In Lakeview Terrace, the city added a mile and a half worth of new protected bike lanes... but west of Foothill Avenue, the city added a protected fog lane (see image at top of post.) Most of that protected area (where cyclists are riding) could have been a bike lane.
In South L.A.'s shoestring annex, where LADOT added new bike lanes on Figueroa Street, the road narrows somewhat, making continuous bike lanes a bit challenging. But they do appear to be possible there - assuming legal minimum 4-foot curb bike lanes and slightly narrowed car lanes. Instead LADOT opted to drop the bike lanes for a couple blocks, adding sharrows at the pinch point. While this is marginally better than dropping the bike facility entirely, the sharrowed stretch is not great.
There are a few places where LADOT installed conventional bike lanes that could have fairly easily been protected lanes instead:
- The Figueroa Street bike lanes (part of the facility shown in the photo directly above) see a lot of trucks parking in them. There is little actual designated/legal on-street parking there (and lots of off-street parking), so the facility would be a lot safer for cycling if it included protection to discourage drivers from parking there illegally. Judging from the street striping, it looks like the city intended to add bollards in some buffers there, but didn't.
- The long block of the new Laurel Canyon Boulevard bike lane located along Fernangeles Park looks like it could have been parking-protected.
The city added near-worthless sharrows on Montana Avenue in Brentwood. About half of the sharrowed length is along the Brentwood Country Club golf course.

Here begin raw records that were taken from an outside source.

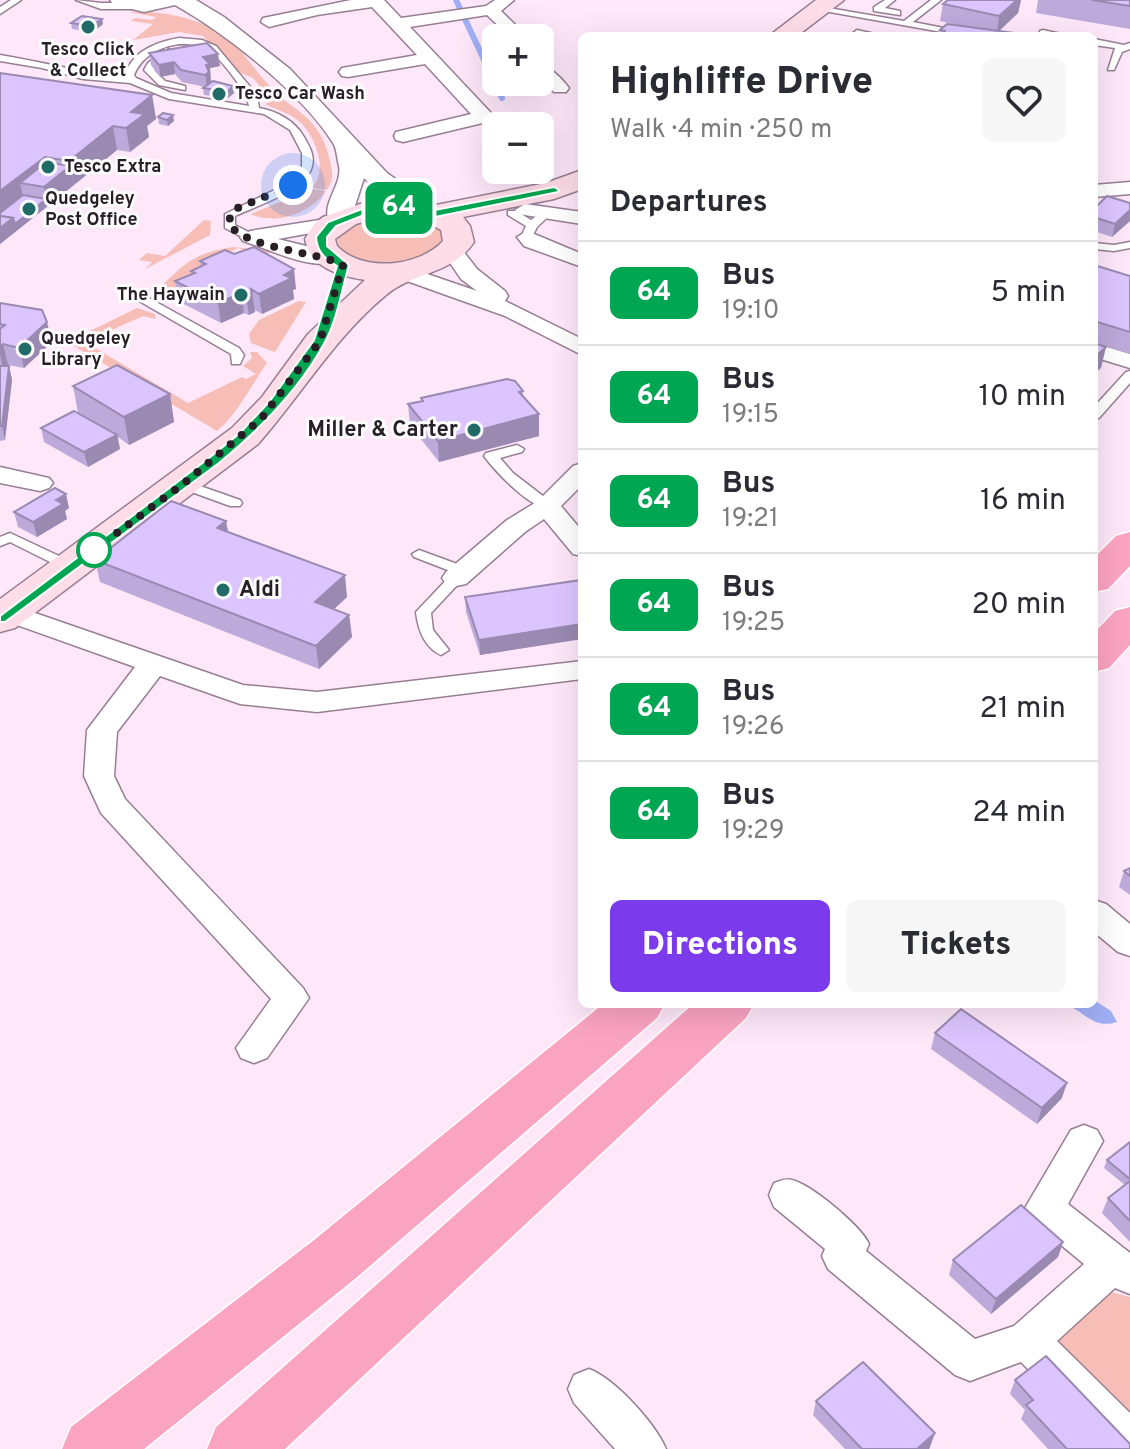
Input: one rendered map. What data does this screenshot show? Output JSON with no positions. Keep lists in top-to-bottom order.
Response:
{
  "places": [
    "Tesco Click & Collect",
    "Tesco Car Wash",
    "Tesco Extra",
    "Quedgeley Post Office",
    "The Haywain",
    "Quedgeley Library",
    "Miller & Carter",
    "Aldi"
  ],
  "lines": ["bus line 64"],
  "page": {
    "on_map": "64",
    "map_buttons": ["+", "−"],
    "heading": [
      ["Highliffe Drive", "Walk · 4 min · 250 m"],
      "Departures"
    ],
    "list": [
      {
        "mark": "64",
        "name": "Bus",
        "note": "19:10",
        "value": "5 min"
      },
      {
        "mark": "64",
        "name": "Bus",
        "note": "19:15",
        "value": "10 min"
      },
      {
        "mark": "64",
        "name": "Bus",
        "note": "19:21",
        "value": "16 min"
      },
      {
        "mark": "64",
        "name": "Bus",
        "note": "19:25",
        "value": "20 min"
      },
      {
        "mark": "64",
        "name": "Bus",
        "note": "19:26",
        "value": "21 min"
      },
      {
        "mark": "64",
        "name": "Bus",
        "note": "19:29",
        "value": "24 min"
      }
    ],
    "buttons": ["Directions", "Tickets"]
  }
}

Along the outside of the club's fence is a nearly 20-foot wide unpaved area that serves as an informal walking path.
It would be orders of magnitude bigger and more complicated - somewhat expensive, would require outreach to the club and other adjacent wealthy property owners, would likely be multi-jurisdictional as this is the boundary with the city of Santa Monica - but the uninterrupted path already effectively serving as an active transportation corridor points to a better project. To make this stretch of Montana bike friendly - for all ages - the north side of the street (along the golf course fence) could be a continuous bikeway, uninterrupted by car traffic. This might be a full-on bike path, or even parking-protected two-way bike lanes.
Lastly, not a missed opportunity, but a note on a bike path that Streetsblog L.A. reported on in May, but didn't count in the FY20-21 mileage totals. SBLA announced that the new Boyle Heights bike path (below the under-construction Sixth Street Viaduct) appeared open - but the path has been closed for additional construction on the Myers/Mission Roundabout.
That's all for Streetsblog's listing of FY20-21 missed opportunities. Note that this is not a comprehensive list of all the missed opportunities everywhere throughout the city, but more a look at where bikeway improvements were done and could probably have been done better.